Thovin nodded for a few moments, looking back at the ship. “Missile, then,” he said.

“Me too,” Liss said quietly in the darkness. “I thought he was just an idiot kicked upstairs.”

“I think he does a good idiot act,” Sal said. “Actually, I think he’s probably as genuinely stupid as our Dweller negotiators are genuinely naive. Maybe Thovin should take over the talks. Doubt he could do any worse.”
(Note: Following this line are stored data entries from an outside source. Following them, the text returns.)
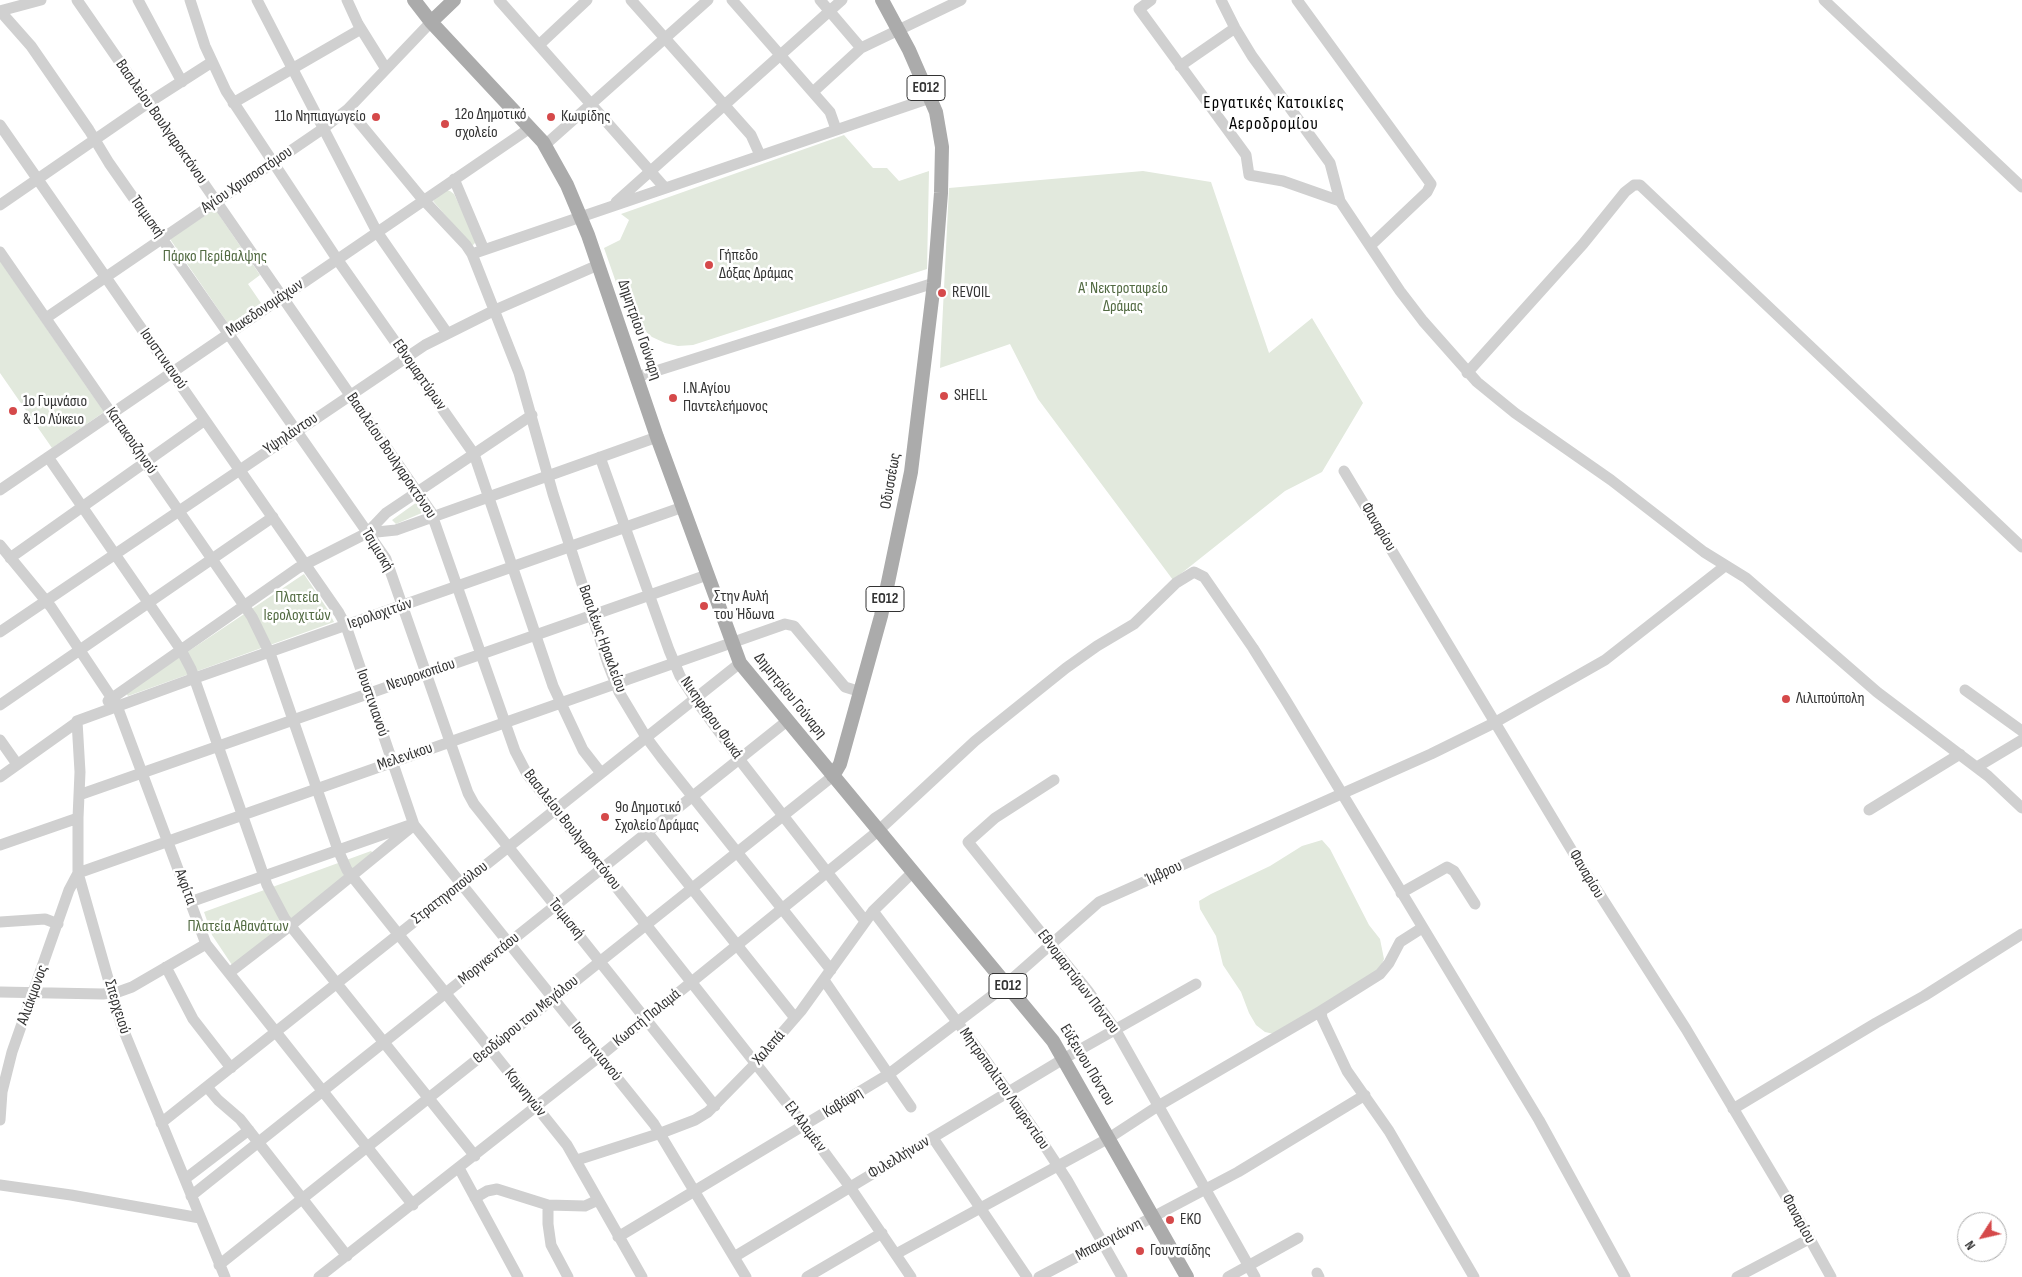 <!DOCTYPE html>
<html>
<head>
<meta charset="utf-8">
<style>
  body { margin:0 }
  #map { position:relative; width:2022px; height:1277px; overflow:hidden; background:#fff; font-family:"Sofia Sans Condensed",sans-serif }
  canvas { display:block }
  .north { position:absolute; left:1957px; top:1212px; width:50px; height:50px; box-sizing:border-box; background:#fff; border:1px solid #adadad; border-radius:50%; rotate:235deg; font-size:14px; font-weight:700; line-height:20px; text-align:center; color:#333 }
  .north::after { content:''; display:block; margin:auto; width:18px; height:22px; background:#d5494a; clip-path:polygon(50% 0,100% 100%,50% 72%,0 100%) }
</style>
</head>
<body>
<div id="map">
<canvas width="2022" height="1277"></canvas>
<div class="north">N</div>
</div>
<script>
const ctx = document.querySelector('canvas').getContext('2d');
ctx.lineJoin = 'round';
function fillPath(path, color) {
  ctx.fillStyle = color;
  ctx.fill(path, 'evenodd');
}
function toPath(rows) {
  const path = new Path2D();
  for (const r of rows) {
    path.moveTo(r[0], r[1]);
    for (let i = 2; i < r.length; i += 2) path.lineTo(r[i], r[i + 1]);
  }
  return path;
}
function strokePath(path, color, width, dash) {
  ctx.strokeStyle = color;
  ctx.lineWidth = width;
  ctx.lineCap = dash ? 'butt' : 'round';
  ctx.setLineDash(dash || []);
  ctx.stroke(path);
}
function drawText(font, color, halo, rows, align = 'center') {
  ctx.font = font + ' "Sofia Sans Condensed",sans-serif';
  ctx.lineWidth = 5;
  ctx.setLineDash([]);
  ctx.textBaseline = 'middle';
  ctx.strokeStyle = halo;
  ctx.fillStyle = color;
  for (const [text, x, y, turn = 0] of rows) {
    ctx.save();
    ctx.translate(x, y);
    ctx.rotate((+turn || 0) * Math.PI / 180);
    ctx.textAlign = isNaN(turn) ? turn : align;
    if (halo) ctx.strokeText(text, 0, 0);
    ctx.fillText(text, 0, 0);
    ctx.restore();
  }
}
const green = toPath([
  [844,135,873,168,887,168,899,181,929,171,927,269,693,345,678,346,665,343,652,337,632,320,627,314,604,248,620,240,629,220,621,214],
  [1143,171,1211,182,1269,353,1312,318,1363,403,1322,472,1285,491,1173,580,1038,399,1010,344,940,368,949,188],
  [446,190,450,191,454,194,475,238,476,242,472,246,433,201],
  [215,209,260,275,248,284,261,303,229,325,170,239],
  [0,261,104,412,52,448,0,373],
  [417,502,424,512,396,524,392,520],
  [304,574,328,610,334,622,128,696,126,693],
  [1322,840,1330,849,1369,925,1380,939,1384,959,1379,970,1274,1034,1265,1032,1256,1025,1249,1013,1241,992,1223,965,1216,936,1200,909,1199,901,1211,894,1270,866,1302,846],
  [371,851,374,854,232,965,212,935,204,912]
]);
const minor = toPath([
  [77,0,431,512,515,751,527,774,805,1126,850,1187,911,1277],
  [138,0,182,82],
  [190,0,205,46,226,91,337,259,474,454,553,686,583,750,601,773],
  [257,0,377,232,447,333],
  [347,0,358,24,386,69],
  [499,0,665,188],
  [631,0,751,135,760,155],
  [732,0,830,112,836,129],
  [820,0,861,48],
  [1151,0,1139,9,1246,155,1249,175,1283,181,1340,201,1400,291,1423,321,1477,382,1515,413,1611,480,1704,552,1746,578,1877,692,1988,776,2022,808],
  [1221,0,1235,28,1252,56,1330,163,1340,201],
  [1297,0,1431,184,1427,192,1370,246],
  [1824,0,2022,187],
  [0,11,31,46,89,130,109,163,386,559,468,793,474,804,715,1106],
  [0,11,41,0],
  [539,45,587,0],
  [1180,66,1235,28],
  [813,92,861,48,961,0],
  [233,103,361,29],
  [348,109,419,195,466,245,472,254,519,373,553,494,608,664,619,692,646,737,661,757,831,970],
  [0,125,339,613,346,626,414,825,654,1124,746,1277],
  [545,145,708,0],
  [454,179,484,250],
  [616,202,842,0],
  [0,205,148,103,212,62],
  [0,252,252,617,271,656,338,850,347,870,567,1145,642,1277],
  [472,254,930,98],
  [46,318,324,128,348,109,431,22],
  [1467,373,1583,244,1625,192,1634,185,1640,185,2022,547],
  [637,377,934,283],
  [48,457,181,650,191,669,267,885,285,919,475,1156],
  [600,457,669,650,680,676,695,699,739,759,865,921],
  [1344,471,1577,859,1686,1029,1792,1207,1831,1277],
  [0,490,530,128],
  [367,533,396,530,657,437],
  [0,545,51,607,117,706,206,944,413,1205],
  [10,558,205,420],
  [0,632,425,345,495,310,598,265],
  [1965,690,2022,731],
  [108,701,298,568,367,533,386,513,532,415],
  [0,705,273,517],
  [0,740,17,764],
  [1977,767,2022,740],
  [0,777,80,720],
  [1054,780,995,818,968,842,1088,991,1115,1029,1255,1277],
  [79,795,707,575],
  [1869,810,1960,754],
  [647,832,795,1018],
  [0,845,78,818],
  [78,873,785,624,794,626,845,687,861,692],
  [1401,893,1447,867,1454,871,1475,904],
  [190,902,410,825],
  [873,911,980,1052,1035,1131,1067,1180,1122,1277],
  [0,922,45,919,58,924],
  [1422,928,1400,942,1389,963,1380,974,1321,1011,1322,1018,1347,1071,1389,1131,1474,1277],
  [166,967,193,1019,231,1068],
  [229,973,290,926,414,825],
  [824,980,911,1107],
  [0,992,103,994,118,992,132,987,206,944],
  [207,1087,218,1100,240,1119,347,1256],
  [1733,1109,1876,1023,1924,996,2022,934],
  [0,1120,2,1092,12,1052,69,890,78,873],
  [161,1123,740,663],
  [933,1138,1027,1277],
  [577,1160,661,1133,695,1120,708,1112,756,1063,801,1011,873,911,913,872],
  [459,1168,518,1277],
  [185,1179,249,1130],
  [0,1185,71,1195,200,1218],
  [191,1196,787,721],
  [475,1198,487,1191,497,1189,548,1205,585,1206,598,1200],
  [548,1205,548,1224,551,1245,568,1277],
  [618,1237,889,1074,997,992,1099,902,1431,754,1494,723,1605,660,1725,566],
  [896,1254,1109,1138,1158,1106,1321,1011],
  [734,1257,1065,1058,1196,984],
  [219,1265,833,776],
  [1317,1273,1319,1277],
  [225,1277,121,1024,78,873,78,818,80,772,77,721,195,678,683,507],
  [319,1277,599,1057,878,831,975,741,1066,668,1097,646,1134,624,1176,583,1194,572,1204,577,1253,648,1285,699,1539,1120,1625,1277],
  [807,1277,882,1233],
  [1039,1277,1238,1172,1365,1095],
  [1228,1277,1298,1238],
  [1737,1277,1809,1239]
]);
const major = toPath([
  [414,0,431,22,543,142,567,185,588,235,657,437,740,663,1053,1041,1187,1277],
  [431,22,454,0],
  [833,776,840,764,881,616,911,472,934,283,941,193,942,147,936,112,909,50,882,0]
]);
const markers = [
  [376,117,5,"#d5494a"],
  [551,117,5,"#d5494a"],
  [445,124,5,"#d5494a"],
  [709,265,5,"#d5494a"],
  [942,293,5,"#d5494a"],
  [944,396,5,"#d5494a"],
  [673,398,5,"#d5494a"],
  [13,411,5,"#d5494a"],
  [704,606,5,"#d5494a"],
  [1786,699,5,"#d5494a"],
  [605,817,5,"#d5494a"],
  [1170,1220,5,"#d5494a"],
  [1140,1251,5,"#d5494a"]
];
const shields = [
  [926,88,38],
  [885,599,38],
  [1008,986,38]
];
const shieldNames = [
  ["ΕΟ12",926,88],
  ["ΕΟ12",885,599],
  ["ΕΟ12",1008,986]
];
const poiNames = [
  ["12ο Δημοτικό",455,115],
  ["σχολείο",455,133],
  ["11ο Νηπιαγωγείο",366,117,"right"],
  ["Κωφίδης",561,117],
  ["Γήπεδο",719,256],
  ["Δόξας Δράμας",719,274],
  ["REVOIL",952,293],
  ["Ι.Ν.Αγίου",683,389],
  ["Παντελεήμονος",683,407],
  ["SHELL",954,396],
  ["1o Γυμνάσιο",23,402],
  ["& 1ο Λύκειο",23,420],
  ["Στην Αυλή",714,597],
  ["του Ήδωνα",714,615],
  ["Λιλιπούπολη",1796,699],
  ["9ο Δημοτικό",615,808],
  ["Σχολείο Δράμας",615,826],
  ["EKO",1180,1220],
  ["Γουντσίδης",1150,1251]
];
const streetNames = [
  ["Βασιλείου Βουλγαροκτόνου",161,122,55],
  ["Αγίου Χρυσοστόμου",247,180,-34],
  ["Τσιμισκή",147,217,55],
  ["Μακεδονομάχων",265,308,-34],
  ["Δημητρίου Γούναρη",639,330,71],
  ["Ιουστινιανού",163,359,55],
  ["Εθνομαρτύρων",419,375,55],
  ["Υψηλάντου",291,434,-34],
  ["Κατακουζηνού",131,441,55],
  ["Βασιλείου Βουλγαροκτόνου",391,456,56],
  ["Οδυσσέως",891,481,-80],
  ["Φαναρίου",1378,527,59],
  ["Τσιμισκή",377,550,59],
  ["Ιερολοχιτών",380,614,-19],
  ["Βασιλέως Ηρακλείου",602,639,70],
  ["Νευροκοπίου",421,675,-19],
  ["Δημητρίου Γούναρη",790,696,51],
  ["Ιουστινιανού",372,703,71],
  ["Νικηφόρου Φωκά",711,718,55],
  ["Μελενίκου",405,757,-19],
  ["Βασιλείου Βουλγαροκτόνου",572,830,52],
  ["Ίμβρου",1164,873,-24],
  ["Φαναρίου",1586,874,59],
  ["Ακρίτα",185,887,70],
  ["Στρατηγοπούλου",450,893,-38],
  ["Τσιμισκή",566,919,51],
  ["Μοργκεντάου",489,959,-39],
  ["Εθνομαρτύρων Πόντου",1078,982,53],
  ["Αλιάκμονος",33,995,-70],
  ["Σπερχειού",117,1007,73],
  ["Κωστή Παλαμά",647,1018,-39],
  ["Θεοδώρου του Μεγάλου",526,1020,-39],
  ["Χαλεπά",769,1048,-49],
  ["Ιουστινιανού",596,1052,51],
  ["Εύξεινου Πόντου",1087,1065,59],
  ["Μητροπολίτου Λαυρεντίου",1004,1089,55],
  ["Κομνηνών",525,1093,51],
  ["Καβάφη",843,1103,-32],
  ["Ελ Αλαμέιν",805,1127,53],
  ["Φιλελλήνων",899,1158,-31],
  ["Φαναρίου",1798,1219,61],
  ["Μπακογιάννη",1109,1240,-28]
];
const parkNames = [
  ["Πάρκο Περίθαλψης",215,257],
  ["Α' Νεκτροταφείο",1123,289],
  ["Δράμας",1123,307],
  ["Πλατεία",297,598],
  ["Ιερολοχιτών",297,616],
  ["Πλατεία Αθανάτων",238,927]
];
const neighbourhoodNames = [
  ["Εργατικές Κατοικίες",1274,103],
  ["Αεροδρομίου",1274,124]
];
fillPath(green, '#e2e9dd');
strokePath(minor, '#d0d0d0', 11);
strokePath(major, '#ababab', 14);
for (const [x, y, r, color] of markers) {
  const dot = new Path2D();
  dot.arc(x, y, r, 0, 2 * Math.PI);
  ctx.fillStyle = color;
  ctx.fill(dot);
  strokePath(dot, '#fff', 2);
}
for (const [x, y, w] of shields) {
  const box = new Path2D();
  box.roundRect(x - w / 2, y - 12.5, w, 25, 4);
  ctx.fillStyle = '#fff';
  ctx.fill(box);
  strokePath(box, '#333', 1);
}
drawText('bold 15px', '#333', null, shieldNames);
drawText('16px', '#333', '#fff', poiNames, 'left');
drawText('16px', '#333', '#fff', streetNames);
drawText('16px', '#536b43', '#fff', parkNames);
ctx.letterSpacing = '1px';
drawText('18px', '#000', '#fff', neighbourhoodNames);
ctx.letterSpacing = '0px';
</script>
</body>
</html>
They were lying in bed on board the prototype ship. It was more secure than staying on the liner or one of the other Embassy support ships, if also far less luxurious and much more cramped. There was no absolute guarantee that somebody hadn’t sneaked a bug aboard during the ship’s construction, but Saluus had had the craft built by his most trustworthy people and supervised the work as closely as he could; it was as safe as anyplace to say things that you might not want others to hear.

“Do you think he was trying to make a deal, get himself included if you did decide to escape?”

Saluus hesitated. This was not something he’d ever discussed straight out even with Liss. He was quite sure she’d guessed that using the ship as a way out was a possibility — so, for that matter, had Thovin, apparently, which kind of made you wonder who else might regard it as obvious (there was a slightly sweat-inducing idea) — but there was nothing to gain for either of them in saying it out loud.

“No,” Sal said, deciding against bringing that particular truth blinking into the light. “You know, I actually thought that maybe Thovin’s a kind of spy himself.”

“Really?”

“I wouldn’t be at all surprised if he reports to the Hierchon direct, or at least to the big guy’s top intelligence people. I think all this rough-as-bricks bluff stuff is just a way of getting people to drop their guard with him. Fucker could be a traitor-sniffer.”

Liss fitted her long body against his, rubbing slowly, gently. “He didn’t sniff you, then?”

“How could he?” Sal said. “For I am straight and true.”

“Ah, yes.”

Sometimes, if she was still holding him when she was falling asleep, he would feel her fingers making strange patterns on his side or back, as though her hands were trying to spell out some secret code of love. Then she would be asleep and stop, or jerk awake, as though embarrassed, and roll away and curl up.

* * *

Groggy again. Aboard the Velpin. Still. No idea yet how long they had taken. The truetwin had just told the three of them that it would take “some days’ to get to where they were going. Then, to Fassin and Y’sul when the Sceuri couldn’t see, they had signal-whispered, “That thing about Just Trust Us applies to you two, too. But shh, right?”

Y’sul and Fassin had exchanged looks.

Some days. The travel time was near-instant, of course, portal to portal. It was the getting to and from the portals at either end that took days. That and, perhaps, some sleight-of-course manoeuvres to fool anybody watching or following and trying to spot the hidden portals that way. Who knew? Quercer Janath did, of course, but they weren’t telling, wouldn’t even contemplate any arguments about letting him or even just Y’sul stay awake during these bizarre, so casually-taken galaxy-spanning transfers.

Watching, following. How could you have all those ship movements and never be seen? Telescopes of every wavelength, gravity sensors, neutrino patternisers, something somewhere in practically every developed system that kept a devastatingly detailed close eye on every sort of signal that ever emanated from space close, near, mid or far: something had to show up. Or did they only have portals in undeveloped systems, so that they had less chance of being observed?